È un breve momento della vita in cui si smette di vivere per assecondare i desideri degli altri, le aspettative che sono alla radice di tante ansie e sensi di inadeguatezza tra i giovani, e si vive assecondando i desideri più profondi del cuore: quello di stare insieme, in amicizia, e quello di amare… insieme a quello di essere amati, valorizzati, per quel che si è.

È anche una pausa alla frenesia della propria vita, piena di impegni uno più importante dell’altro, uno più determinante dell’altro per il proprio futuro, come se un’intera esistenza si giocasse nell’acquisizione di qualche abilità e non nel guardarsi, accettarsi e amarsi nella propria unicità.

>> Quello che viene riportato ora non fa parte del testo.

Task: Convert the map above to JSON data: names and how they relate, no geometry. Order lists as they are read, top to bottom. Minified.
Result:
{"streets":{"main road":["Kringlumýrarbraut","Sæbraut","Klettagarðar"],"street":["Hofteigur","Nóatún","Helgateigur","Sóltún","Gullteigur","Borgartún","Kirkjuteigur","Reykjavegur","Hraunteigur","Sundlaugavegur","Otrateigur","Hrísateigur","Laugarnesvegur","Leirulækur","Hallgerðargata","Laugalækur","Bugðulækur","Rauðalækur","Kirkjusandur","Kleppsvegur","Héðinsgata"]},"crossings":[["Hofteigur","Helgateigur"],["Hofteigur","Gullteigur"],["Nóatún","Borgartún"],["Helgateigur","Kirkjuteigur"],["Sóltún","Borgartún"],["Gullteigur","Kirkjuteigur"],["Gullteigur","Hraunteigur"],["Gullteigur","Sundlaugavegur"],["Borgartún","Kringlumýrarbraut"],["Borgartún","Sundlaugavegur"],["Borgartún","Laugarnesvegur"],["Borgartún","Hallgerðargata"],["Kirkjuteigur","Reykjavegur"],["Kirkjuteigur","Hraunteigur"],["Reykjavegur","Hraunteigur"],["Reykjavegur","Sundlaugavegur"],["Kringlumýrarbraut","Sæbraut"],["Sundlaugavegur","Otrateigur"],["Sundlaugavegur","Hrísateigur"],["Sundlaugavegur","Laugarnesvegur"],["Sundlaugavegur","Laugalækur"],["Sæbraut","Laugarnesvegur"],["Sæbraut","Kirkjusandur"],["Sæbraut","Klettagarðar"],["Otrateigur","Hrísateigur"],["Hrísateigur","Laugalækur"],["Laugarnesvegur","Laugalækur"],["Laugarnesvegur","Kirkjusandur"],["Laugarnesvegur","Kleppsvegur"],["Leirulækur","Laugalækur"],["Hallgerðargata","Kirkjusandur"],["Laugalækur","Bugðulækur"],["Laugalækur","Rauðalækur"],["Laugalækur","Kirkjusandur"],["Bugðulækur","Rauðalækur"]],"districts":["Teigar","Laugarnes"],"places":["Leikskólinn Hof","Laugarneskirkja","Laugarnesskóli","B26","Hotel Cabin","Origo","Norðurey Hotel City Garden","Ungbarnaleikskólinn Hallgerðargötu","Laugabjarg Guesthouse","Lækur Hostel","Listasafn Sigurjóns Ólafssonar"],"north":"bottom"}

E così anche in questo inizio di estate del 2024 sono partiti i primi 86 ragazzi, provenienti da diverse città italiane, per donare del tempo, il presente così prezioso perché non torna mai. Un piccolo gruppo in partenza da Roma mentre uno piuttosto numeroso in partenza da Milano. Insieme all’entusiasmo di fare qualcosa di bello, l’euforia di andare dall’altra parte del mondo, ci si convive con le solite “adolescentate”, come indicazioni che entrano da un orecchio e ne escono dall’altro, insomma cose che puntualmente ci fanno sorridere e altre addirittura ridere… e qualcuna forse un po anche arrabbiare.

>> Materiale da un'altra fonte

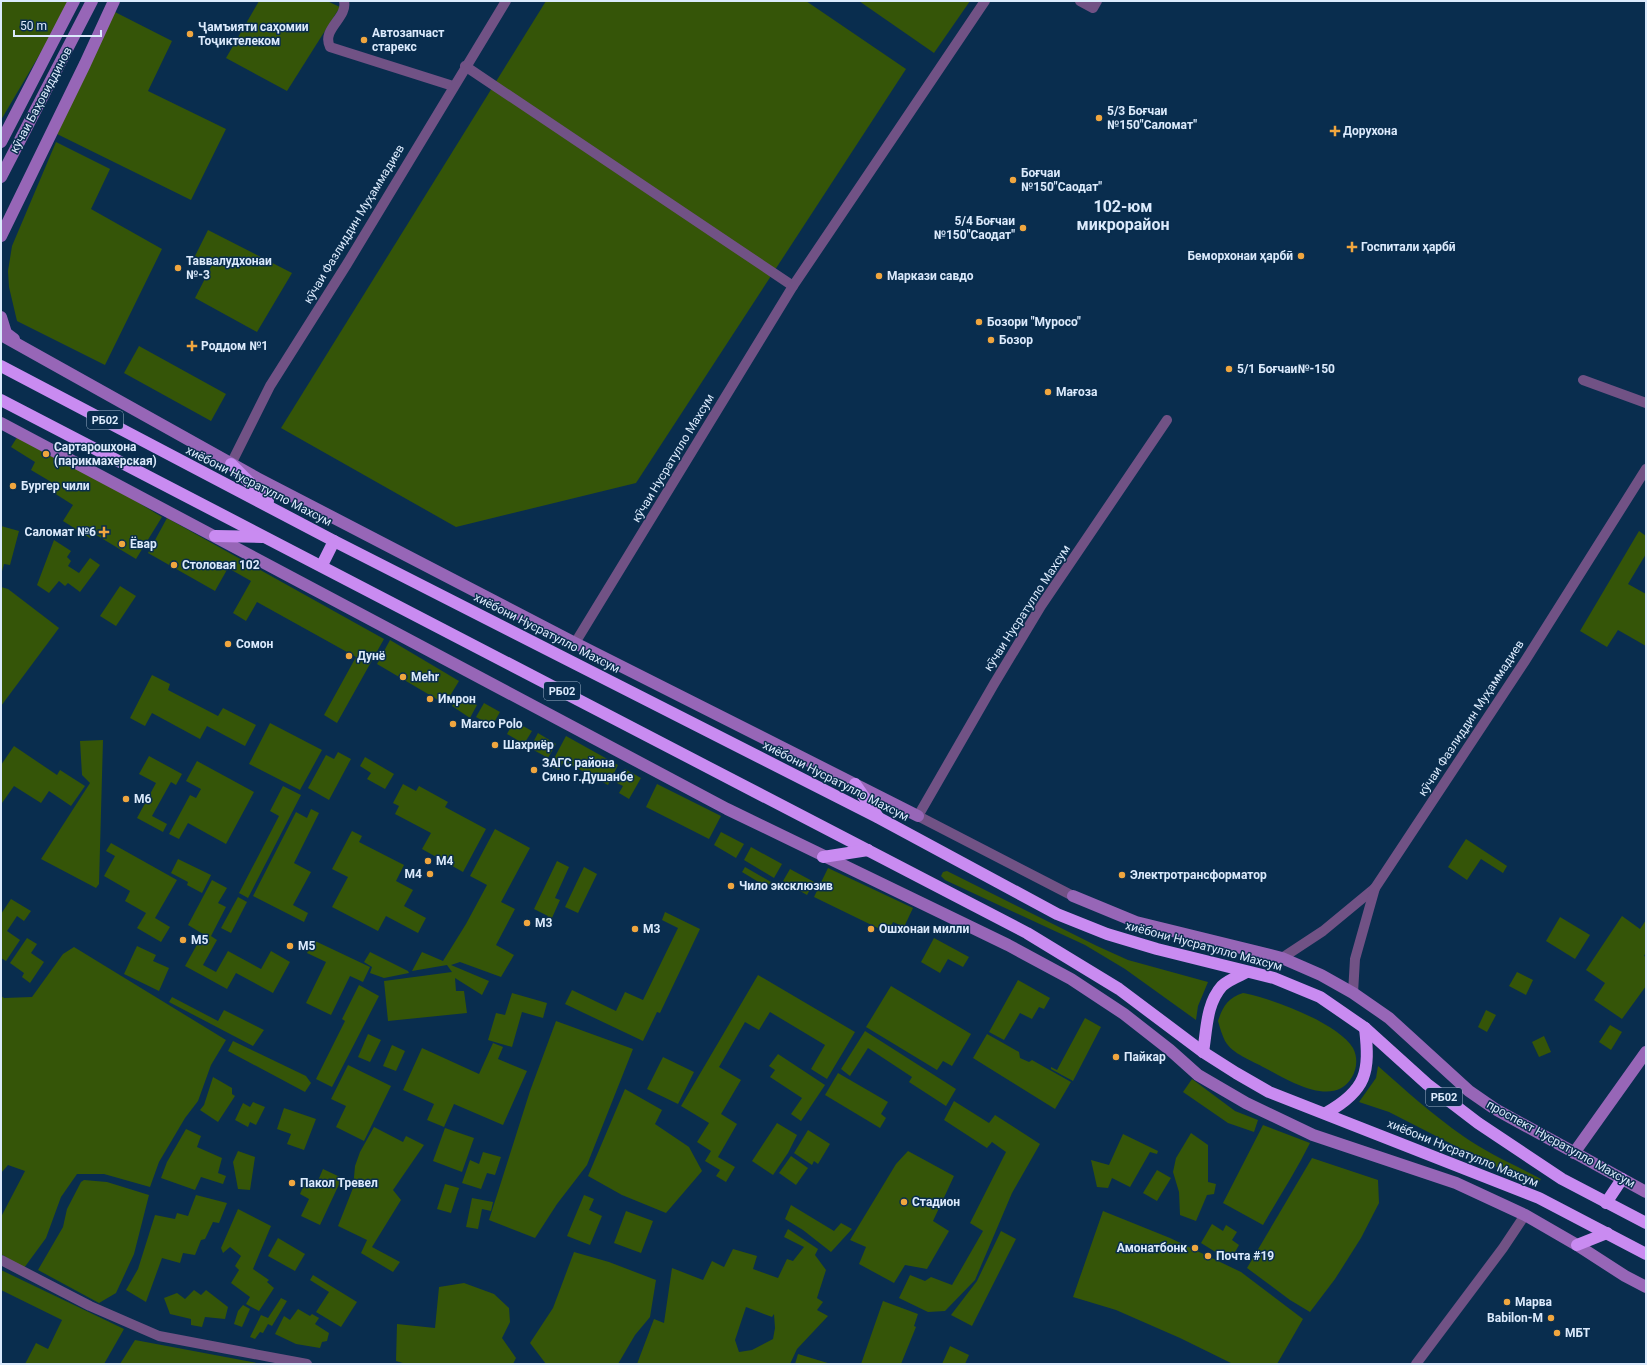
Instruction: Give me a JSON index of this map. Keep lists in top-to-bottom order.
{
  "streets": {
    "highway": ["РБ02", "хиёбони Нусратулло Махсум"],
    "street": [
      "кӯчаи Баҳовиддинов",
      "кӯчаи Фазлиддин Муҳаммадиев",
      "кӯчаи Нусратулло Махсум",
      "проспект Нусратулло Махсум"
    ]
  },
  "crossings": [
    ["кӯчаи Фазлиддин Муҳаммадиев", "проспект Нусратулло Махсум"]
  ],
  "districts": ["102-юм микрорайон"],
  "places": {
    "other": [
      "Ҷамъияти саҳомии Тоҷиктелеком",
      "Автозапчаст старекс",
      "5/3 Боғчаи №150\"Саломат\"",
      "Боғчаи №150\"Саодат\"",
      "5/4 Боғчаи №150\"Саодат\"",
      "Беморхонаи ҳарбӣ",
      "Таввалудхонаи №-3",
      "Маркази савдо",
      "Бозори \"Муросо\"",
      "Бозор",
      "5/1 Боғчаи№-150",
      "Мағоза",
      "Сартарошхона (парикмахерская)",
      "Бургер чили",
      "Ёвар",
      "Столовая 102",
      "Сомон",
      "Дунё",
      "Mehr",
      "Имрон",
      "Marco Polo",
      "Шахриёр",
      "ЗАГС района Сино г.Душанбе",
      "М6",
      "М4",
      "M4",
      "Электротрансформатор",
      "Чило эксклюзив",
      "М3",
      "M3",
      "Ошхонаи милли",
      "М5",
      "M5",
      "Пайкар",
      "Пакол Тревел",
      "Стадион",
      "Амонатбонк",
      "Почта #19",
      "Марва",
      "Babilon-M",
      "МБТ"
    ],
    "health": [
      "Дорухона",
      "Госпитали ҳарбӣ",
      "Роддом №1",
      "Саломат №6"
    ]
  },
  "scale_bar": "50 m"
}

Non manca chi arriva in aeroporto senza passaporto… e che grazie al largo anticipo con cui diamo appuntamento prima del volo si riesce a risolvere in poco tempo. O ragazzi, o ragazze, che decidono in totale autonomia, una volta atterrati a Lima, di uscire dalla zona delle valigie alla ricerca di un bagno, abbandonando appunto il proprio bagaglio senza poter rientrare a riprenderlo dopo. O chi a poche ore di dover consegnare il cellulare cerca di corrompere uno staff offrendo addirittura 50 euro a settimana se può avere di nascosto il proprio smartphone.

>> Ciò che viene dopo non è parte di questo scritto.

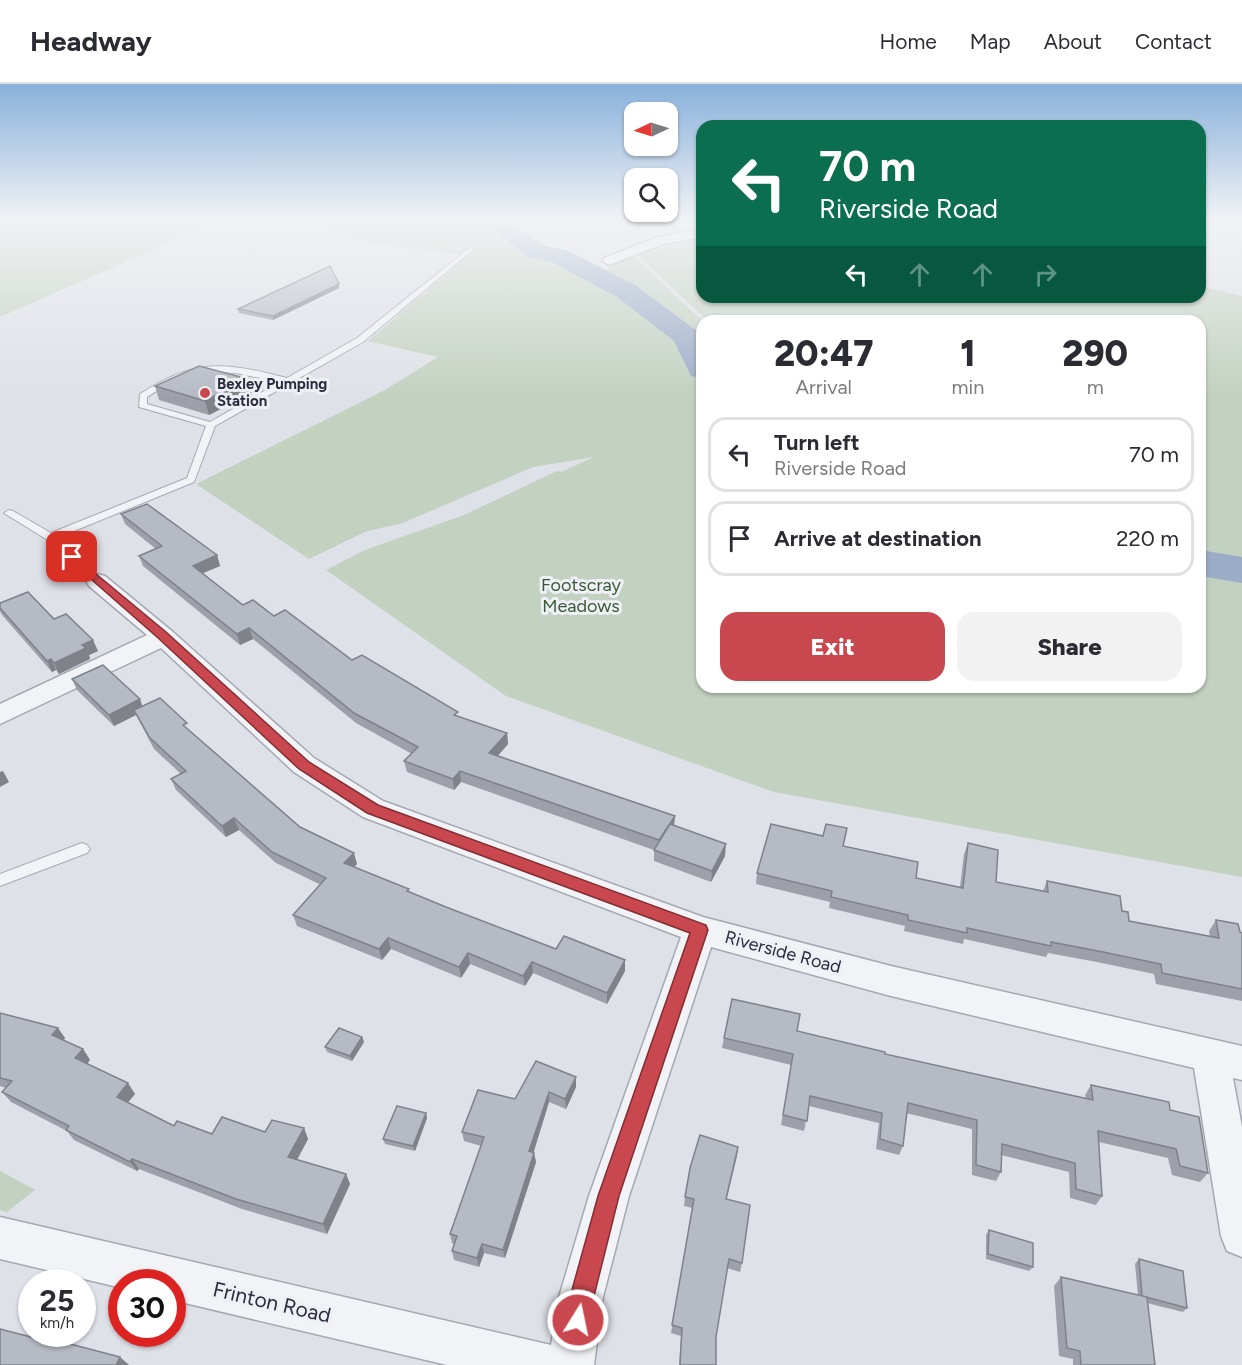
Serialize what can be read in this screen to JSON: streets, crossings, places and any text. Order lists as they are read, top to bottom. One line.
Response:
{"streets":{"street":["Riverside Road","Frinton Road"]},"parks":["Footscray Meadows"],"places":["Bexley Pumping Station"],"north":"left","page":{"header":"Headway","nav":["Home","Map","About","Contact"],"turn":["70 m","Riverside Road"],"eta":["20:47","Arrival","1","min","290","m"],"list":[{"name":"Turn left","note":"Riverside Road","value":"70 m"},{"name":"Arrive at destination","value":"220 m"}],"buttons":["Exit","Share"],"speed":"25 km/h","limit":"30"}}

Una volta recuperate le valigie carichiamo i pullman in rigorosa fila italiana, ovvero in un “ammucchio” di persone che si superano a vicende senza molto ordine ne senso pur di essere i primi a caricare il proprio bagaglio e salire sul pullman! Arrivati a “casa”, dopo circa un’ora di traffico limeno, chi più chi meno i nostri ragazzi divorano tutto ciò che ce a portata di mano, senza badare alla visibile fatica che si intravede nei loro volti e occhi! Segue un breve briefing con tre indicazioni precise per la prima serata: la prima sull’abolizione dell’autonomia decisione, ovvero che ogni cosa che vogliono fare va comunicata e coordinata con i responsabili; la seconda sul bere o meno l’acqua dal rubinetto, cosa assolutamente vietata pur di salvaguardarli da passare parecchie ore seduti sul gabinetto; e infine l’importanza, molto grafica nelle sue conseguenze, di non buttare la carta nel cesso. Comunichiamo piano piano le stanze, e mentre si esce dall’auditorio per rivolgersi alla propria stanza si “molla” il proprio cellulare.
Piano piano il cortile di quella che sarà la nostra casa nei prossimi sette giorni si svuota, la stanchezza ha la meglio sui ragazzi, e anche se domani le attività inizieranno un'ora più tarde del solito, noi già sappiamo che la stragrande maggioranza sarà sveglia molto presto in una lotta continua con il jet lag!